> **Problem to solve**
In the records below, find each line with the word "compass" and copy it.

+---+

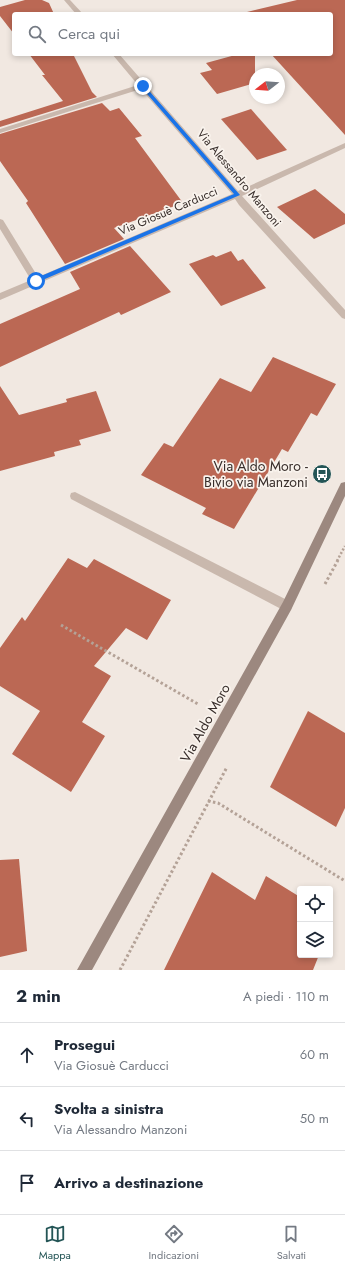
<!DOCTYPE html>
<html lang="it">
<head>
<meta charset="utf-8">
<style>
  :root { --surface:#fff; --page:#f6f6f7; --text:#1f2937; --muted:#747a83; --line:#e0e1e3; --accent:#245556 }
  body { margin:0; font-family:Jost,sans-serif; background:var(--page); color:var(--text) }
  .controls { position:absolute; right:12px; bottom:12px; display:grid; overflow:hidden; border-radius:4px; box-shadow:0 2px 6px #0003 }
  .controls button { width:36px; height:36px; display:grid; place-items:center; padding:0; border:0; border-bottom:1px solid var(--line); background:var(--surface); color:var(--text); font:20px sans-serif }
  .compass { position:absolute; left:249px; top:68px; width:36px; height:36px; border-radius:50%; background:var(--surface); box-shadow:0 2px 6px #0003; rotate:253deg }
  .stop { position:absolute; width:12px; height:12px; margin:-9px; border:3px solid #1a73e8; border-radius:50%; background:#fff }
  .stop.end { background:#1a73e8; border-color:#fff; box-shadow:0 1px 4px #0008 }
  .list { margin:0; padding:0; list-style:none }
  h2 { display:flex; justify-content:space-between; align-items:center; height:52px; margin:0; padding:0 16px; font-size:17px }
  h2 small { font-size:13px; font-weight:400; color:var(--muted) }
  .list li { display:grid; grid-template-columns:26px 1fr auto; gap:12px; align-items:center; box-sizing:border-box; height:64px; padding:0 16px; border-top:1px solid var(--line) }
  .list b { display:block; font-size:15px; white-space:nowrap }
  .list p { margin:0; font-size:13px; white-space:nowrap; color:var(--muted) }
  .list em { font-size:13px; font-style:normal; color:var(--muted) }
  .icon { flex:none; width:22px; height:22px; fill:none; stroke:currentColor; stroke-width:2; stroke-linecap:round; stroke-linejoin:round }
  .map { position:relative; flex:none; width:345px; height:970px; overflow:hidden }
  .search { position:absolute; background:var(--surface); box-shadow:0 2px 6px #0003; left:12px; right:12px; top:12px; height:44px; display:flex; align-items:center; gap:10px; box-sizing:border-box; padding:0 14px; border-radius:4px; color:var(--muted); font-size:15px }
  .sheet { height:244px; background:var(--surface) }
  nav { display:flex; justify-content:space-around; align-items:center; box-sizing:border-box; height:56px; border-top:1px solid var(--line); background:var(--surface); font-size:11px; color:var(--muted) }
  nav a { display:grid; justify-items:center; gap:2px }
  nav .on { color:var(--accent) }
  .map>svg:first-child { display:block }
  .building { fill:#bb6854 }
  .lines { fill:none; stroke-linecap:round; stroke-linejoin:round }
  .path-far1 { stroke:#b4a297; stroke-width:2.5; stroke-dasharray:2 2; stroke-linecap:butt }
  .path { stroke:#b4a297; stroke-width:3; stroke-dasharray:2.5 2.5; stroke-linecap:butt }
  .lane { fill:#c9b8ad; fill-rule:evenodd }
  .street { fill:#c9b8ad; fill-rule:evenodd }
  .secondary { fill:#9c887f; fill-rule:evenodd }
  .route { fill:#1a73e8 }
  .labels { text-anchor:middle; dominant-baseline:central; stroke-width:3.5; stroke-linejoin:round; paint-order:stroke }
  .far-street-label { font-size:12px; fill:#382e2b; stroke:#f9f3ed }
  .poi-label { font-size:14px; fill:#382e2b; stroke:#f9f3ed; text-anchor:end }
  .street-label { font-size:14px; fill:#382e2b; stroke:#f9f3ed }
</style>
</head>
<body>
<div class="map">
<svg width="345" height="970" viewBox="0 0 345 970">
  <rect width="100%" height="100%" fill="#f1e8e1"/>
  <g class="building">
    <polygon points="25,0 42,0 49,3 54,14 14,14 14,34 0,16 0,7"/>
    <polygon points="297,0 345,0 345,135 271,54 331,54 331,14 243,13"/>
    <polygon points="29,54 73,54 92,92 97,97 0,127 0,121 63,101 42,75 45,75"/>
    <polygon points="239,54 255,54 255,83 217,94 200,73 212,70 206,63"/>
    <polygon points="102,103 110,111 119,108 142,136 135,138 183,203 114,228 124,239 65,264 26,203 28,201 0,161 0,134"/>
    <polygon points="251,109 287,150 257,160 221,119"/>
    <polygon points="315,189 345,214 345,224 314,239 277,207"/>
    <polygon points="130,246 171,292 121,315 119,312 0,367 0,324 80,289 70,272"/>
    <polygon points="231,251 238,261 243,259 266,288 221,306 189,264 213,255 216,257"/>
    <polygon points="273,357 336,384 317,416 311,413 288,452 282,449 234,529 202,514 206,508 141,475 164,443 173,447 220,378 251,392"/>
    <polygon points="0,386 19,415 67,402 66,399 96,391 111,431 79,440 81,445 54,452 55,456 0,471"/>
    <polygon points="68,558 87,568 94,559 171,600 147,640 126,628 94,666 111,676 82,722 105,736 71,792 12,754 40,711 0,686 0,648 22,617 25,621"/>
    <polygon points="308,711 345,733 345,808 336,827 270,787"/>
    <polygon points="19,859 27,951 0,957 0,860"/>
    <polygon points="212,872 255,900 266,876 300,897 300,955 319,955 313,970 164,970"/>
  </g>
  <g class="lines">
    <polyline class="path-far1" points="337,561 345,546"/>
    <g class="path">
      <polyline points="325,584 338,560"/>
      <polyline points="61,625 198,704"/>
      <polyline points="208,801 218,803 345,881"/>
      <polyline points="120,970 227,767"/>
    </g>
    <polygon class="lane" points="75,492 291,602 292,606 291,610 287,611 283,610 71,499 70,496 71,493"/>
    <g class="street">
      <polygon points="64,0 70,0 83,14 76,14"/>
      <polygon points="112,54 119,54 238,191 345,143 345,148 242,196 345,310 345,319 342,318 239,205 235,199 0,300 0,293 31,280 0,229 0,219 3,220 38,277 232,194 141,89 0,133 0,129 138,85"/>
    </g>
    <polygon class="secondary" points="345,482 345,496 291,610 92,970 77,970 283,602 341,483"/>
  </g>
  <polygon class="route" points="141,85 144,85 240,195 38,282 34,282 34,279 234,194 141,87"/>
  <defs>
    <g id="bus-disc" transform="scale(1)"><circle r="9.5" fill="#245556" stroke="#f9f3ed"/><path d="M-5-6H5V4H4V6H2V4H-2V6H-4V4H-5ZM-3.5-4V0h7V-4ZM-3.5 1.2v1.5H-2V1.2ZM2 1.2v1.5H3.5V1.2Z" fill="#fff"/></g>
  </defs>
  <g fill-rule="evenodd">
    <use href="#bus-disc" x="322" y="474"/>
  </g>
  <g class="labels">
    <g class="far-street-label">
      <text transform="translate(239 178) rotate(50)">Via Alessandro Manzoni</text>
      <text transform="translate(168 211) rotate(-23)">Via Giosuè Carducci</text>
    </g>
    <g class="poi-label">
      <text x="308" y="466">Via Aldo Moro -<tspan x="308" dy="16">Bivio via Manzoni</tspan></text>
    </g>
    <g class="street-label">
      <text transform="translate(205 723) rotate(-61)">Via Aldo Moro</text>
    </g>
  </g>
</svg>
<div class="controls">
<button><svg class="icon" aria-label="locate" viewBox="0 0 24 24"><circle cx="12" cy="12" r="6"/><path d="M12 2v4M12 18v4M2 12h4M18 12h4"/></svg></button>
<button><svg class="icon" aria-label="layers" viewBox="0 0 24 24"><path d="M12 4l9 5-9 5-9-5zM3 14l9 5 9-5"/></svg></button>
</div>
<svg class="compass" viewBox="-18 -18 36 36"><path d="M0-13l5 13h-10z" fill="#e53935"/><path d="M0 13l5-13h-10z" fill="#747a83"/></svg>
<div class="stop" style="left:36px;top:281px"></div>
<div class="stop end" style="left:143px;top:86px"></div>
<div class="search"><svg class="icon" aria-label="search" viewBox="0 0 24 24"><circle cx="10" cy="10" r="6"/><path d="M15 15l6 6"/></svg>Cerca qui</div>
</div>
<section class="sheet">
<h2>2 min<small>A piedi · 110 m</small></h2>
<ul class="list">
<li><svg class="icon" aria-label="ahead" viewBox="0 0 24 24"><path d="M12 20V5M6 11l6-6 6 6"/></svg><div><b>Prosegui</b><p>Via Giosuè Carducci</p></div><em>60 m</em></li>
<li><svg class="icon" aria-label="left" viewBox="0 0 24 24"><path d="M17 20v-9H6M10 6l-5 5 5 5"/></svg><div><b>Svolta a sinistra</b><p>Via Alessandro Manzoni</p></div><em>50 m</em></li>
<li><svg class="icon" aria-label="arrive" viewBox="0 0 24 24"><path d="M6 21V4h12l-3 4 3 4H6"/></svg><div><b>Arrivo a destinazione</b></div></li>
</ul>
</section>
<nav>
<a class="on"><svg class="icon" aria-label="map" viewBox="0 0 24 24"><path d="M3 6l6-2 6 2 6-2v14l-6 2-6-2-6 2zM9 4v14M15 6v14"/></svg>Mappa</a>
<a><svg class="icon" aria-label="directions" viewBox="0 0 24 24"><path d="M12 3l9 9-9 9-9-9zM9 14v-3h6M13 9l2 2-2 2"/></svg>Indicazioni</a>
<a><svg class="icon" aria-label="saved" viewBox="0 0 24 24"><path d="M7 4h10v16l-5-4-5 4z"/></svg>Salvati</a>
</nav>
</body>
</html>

+---+

> **Answer to this problem**
  .compass { position:absolute; left:249px; top:68px; width:36px; height:36px; border-radius:50%; background:var(--surface); box-shadow:0 2px 6px #0003; rotate:253deg }
<svg class="compass" viewBox="-18 -18 36 36"><path d="M0-13l5 13h-10z" fill="#e53935"/><path d="M0 13l5-13h-10z" fill="#747a83"/></svg>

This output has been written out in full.